**Task details:** Which lines in the data below contain the word "primary"? Copy each of them.

-------------------------

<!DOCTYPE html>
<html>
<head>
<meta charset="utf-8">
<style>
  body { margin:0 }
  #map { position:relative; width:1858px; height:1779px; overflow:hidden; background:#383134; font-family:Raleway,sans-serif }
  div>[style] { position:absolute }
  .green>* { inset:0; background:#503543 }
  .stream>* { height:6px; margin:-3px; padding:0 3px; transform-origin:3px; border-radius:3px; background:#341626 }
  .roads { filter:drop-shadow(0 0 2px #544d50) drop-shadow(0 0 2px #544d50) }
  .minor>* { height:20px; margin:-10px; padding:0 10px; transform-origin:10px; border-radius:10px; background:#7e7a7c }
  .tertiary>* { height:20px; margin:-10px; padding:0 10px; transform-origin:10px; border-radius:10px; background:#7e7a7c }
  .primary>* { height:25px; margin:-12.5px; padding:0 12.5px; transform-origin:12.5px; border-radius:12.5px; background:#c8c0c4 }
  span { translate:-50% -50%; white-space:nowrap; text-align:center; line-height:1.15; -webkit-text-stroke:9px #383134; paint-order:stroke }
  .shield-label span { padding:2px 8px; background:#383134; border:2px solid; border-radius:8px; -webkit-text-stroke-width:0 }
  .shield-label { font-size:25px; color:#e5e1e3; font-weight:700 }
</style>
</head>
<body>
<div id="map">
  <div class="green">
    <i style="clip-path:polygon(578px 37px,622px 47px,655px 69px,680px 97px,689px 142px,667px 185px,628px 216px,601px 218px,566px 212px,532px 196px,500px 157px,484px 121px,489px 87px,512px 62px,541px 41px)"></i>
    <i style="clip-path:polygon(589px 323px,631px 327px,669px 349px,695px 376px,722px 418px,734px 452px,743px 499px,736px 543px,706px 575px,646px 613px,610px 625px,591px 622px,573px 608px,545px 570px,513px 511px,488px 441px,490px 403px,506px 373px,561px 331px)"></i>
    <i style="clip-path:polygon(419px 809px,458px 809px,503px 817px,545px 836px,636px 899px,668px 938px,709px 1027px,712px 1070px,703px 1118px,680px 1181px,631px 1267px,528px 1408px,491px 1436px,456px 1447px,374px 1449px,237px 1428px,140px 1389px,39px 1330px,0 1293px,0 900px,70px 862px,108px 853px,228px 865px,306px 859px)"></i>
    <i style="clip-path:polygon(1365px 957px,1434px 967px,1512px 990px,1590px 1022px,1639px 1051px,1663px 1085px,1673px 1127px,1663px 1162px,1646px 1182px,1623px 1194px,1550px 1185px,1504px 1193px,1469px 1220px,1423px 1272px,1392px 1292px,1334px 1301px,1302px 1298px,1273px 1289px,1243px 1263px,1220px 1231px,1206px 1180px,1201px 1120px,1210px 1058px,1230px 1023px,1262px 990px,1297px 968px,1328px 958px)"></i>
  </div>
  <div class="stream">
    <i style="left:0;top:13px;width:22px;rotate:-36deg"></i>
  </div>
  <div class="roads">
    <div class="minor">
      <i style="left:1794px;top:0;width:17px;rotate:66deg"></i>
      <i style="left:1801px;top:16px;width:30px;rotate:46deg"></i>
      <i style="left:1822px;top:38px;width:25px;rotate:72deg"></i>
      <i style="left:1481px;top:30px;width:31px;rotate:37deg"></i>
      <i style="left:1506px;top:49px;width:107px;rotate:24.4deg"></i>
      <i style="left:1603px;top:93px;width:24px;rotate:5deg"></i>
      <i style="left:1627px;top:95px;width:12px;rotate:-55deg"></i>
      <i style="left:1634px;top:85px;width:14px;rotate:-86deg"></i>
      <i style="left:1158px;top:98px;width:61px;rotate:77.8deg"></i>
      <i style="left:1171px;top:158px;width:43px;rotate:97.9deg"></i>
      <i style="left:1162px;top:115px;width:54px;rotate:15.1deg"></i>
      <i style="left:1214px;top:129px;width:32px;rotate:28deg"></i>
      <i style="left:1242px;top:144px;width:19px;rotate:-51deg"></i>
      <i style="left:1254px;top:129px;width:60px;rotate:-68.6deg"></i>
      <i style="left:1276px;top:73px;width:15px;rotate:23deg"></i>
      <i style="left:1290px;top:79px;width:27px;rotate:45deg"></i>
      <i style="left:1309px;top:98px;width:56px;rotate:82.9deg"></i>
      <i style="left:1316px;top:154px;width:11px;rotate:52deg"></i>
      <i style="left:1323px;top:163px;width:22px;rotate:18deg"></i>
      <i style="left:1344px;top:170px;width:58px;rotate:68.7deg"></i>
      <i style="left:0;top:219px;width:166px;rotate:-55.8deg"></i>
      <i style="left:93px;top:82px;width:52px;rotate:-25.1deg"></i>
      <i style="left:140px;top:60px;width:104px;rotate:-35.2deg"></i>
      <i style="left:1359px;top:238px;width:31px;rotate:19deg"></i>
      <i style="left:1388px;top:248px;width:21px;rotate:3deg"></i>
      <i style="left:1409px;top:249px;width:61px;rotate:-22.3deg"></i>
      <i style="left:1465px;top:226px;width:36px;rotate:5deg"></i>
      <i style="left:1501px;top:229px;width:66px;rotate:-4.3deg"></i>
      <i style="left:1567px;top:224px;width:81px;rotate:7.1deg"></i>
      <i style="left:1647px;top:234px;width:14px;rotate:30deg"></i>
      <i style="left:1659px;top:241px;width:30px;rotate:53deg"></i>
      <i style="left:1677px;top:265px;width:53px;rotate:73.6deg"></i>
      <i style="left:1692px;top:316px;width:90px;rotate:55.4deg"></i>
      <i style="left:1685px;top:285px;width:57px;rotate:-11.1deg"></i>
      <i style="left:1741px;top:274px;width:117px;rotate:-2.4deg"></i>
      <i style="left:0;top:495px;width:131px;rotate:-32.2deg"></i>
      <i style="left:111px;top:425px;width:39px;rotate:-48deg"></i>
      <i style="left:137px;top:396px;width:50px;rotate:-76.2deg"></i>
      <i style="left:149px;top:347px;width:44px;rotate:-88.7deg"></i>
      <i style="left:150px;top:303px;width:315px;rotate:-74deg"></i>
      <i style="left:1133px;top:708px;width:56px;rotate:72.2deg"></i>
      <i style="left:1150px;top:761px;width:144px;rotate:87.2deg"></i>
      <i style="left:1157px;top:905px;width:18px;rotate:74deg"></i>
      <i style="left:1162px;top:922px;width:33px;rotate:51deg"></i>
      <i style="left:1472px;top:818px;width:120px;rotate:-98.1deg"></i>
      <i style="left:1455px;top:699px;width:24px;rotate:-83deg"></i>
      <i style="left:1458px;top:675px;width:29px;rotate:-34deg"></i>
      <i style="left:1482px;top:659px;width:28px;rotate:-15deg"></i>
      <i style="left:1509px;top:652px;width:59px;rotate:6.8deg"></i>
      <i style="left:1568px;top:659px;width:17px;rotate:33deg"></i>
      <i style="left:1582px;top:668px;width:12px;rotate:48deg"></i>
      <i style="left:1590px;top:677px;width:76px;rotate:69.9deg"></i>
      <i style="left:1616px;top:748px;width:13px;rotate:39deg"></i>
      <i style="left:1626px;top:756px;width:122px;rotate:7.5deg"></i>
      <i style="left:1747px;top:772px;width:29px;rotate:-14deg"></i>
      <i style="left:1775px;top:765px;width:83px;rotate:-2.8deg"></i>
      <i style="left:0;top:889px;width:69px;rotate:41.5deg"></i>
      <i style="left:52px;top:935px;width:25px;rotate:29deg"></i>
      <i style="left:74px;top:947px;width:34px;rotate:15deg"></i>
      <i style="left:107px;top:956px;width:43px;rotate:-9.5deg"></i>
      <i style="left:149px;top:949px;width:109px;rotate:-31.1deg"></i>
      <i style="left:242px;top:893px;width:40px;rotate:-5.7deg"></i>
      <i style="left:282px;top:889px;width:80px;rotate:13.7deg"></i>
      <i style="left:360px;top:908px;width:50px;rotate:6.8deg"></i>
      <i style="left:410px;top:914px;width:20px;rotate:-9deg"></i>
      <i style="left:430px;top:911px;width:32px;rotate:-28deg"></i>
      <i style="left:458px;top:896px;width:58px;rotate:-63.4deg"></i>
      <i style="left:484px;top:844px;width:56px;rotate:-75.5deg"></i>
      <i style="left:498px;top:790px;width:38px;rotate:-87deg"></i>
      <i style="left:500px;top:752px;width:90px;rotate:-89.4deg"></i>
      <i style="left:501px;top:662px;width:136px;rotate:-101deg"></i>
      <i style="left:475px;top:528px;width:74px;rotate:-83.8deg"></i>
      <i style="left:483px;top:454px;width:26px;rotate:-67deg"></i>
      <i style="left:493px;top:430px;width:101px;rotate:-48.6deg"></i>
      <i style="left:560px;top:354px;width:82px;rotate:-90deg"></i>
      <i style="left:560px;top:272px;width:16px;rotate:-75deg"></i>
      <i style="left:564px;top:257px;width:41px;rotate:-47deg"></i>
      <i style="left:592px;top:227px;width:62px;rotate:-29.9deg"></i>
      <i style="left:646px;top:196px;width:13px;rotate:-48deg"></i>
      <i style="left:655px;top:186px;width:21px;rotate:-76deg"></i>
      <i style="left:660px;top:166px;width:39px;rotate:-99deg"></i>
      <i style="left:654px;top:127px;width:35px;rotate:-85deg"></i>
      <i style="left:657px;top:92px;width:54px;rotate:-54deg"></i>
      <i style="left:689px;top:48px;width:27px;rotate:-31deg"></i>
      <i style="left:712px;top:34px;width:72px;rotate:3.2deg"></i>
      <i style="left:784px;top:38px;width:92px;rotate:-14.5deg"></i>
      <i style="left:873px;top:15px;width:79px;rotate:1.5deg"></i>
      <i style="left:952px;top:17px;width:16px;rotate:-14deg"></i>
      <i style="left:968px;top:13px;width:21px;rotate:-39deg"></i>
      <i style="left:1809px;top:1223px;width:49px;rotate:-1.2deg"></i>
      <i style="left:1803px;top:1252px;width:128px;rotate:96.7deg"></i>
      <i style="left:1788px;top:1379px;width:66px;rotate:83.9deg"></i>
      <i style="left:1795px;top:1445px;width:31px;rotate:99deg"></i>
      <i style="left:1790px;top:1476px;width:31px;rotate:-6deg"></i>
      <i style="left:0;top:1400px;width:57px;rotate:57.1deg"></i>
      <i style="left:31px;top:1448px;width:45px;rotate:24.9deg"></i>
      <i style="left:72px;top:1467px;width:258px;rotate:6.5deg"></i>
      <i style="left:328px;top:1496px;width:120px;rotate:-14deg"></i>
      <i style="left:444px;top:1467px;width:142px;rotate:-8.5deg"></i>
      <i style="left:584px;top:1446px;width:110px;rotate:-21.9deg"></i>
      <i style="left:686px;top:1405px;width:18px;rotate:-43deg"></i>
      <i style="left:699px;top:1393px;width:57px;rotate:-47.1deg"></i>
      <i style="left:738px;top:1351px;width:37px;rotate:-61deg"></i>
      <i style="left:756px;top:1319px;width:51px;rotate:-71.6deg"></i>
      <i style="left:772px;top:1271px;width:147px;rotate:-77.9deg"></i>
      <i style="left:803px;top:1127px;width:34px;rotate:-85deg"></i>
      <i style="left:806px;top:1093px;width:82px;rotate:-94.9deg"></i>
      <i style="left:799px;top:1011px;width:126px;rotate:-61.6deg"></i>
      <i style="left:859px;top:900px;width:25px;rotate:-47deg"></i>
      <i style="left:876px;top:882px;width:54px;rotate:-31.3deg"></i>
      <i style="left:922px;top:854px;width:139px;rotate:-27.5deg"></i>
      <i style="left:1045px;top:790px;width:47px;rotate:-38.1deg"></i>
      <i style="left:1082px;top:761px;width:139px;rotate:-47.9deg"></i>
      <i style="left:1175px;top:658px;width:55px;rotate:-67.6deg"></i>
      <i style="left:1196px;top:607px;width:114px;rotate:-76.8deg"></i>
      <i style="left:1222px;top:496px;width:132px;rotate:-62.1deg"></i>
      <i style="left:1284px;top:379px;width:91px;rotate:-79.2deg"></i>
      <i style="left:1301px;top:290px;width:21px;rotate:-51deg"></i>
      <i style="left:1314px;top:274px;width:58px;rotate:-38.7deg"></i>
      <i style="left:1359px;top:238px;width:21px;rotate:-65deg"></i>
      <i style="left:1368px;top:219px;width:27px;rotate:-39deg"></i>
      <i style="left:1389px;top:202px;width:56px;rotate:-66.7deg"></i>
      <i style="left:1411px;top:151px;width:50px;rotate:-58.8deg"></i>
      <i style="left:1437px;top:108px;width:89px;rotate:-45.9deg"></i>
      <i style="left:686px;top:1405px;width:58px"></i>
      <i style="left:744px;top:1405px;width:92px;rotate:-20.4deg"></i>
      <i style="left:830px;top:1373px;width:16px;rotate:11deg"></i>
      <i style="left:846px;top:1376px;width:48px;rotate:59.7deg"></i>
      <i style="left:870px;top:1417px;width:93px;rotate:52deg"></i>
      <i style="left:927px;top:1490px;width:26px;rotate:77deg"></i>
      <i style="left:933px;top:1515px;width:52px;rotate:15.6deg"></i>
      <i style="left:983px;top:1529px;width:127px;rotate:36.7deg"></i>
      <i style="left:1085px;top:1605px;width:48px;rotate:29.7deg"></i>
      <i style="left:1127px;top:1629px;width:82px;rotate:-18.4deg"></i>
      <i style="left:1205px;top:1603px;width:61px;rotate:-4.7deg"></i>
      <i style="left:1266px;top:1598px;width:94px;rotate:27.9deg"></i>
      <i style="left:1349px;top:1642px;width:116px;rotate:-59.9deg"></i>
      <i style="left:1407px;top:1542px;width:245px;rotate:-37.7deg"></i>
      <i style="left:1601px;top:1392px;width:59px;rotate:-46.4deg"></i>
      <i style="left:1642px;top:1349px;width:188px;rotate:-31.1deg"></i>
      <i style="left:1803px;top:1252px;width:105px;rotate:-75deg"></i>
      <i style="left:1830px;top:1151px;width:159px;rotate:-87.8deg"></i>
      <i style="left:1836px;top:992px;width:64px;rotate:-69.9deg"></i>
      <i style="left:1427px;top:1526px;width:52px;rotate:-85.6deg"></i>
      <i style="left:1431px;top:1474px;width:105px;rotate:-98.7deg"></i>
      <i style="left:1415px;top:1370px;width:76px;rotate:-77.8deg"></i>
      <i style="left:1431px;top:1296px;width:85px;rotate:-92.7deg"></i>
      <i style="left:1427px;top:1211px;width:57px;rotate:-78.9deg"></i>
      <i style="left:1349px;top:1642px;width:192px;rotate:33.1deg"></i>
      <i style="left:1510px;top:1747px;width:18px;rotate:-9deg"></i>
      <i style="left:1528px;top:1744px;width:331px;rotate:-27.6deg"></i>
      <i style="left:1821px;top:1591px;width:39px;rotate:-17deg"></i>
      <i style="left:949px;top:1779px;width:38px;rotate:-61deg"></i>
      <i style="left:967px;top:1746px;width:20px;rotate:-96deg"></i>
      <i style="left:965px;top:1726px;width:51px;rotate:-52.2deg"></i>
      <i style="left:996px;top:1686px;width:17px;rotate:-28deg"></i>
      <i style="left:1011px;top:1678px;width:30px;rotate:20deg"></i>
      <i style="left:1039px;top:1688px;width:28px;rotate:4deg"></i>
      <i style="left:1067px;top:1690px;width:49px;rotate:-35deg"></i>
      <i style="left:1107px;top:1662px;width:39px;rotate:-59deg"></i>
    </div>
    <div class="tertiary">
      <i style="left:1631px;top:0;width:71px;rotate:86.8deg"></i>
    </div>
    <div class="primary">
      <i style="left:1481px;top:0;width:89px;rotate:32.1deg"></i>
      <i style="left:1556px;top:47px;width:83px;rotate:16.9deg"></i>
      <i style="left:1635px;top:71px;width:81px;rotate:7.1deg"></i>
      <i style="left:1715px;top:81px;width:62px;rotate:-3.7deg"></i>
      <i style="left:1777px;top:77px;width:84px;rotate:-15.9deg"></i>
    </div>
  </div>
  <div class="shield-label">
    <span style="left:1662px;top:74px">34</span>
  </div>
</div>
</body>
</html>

-------------------------

**Your response:**
  .primary>* { height:25px; margin:-12.5px; padding:0 12.5px; transform-origin:12.5px; border-radius:12.5px; background:#c8c0c4 }
    <div class="primary">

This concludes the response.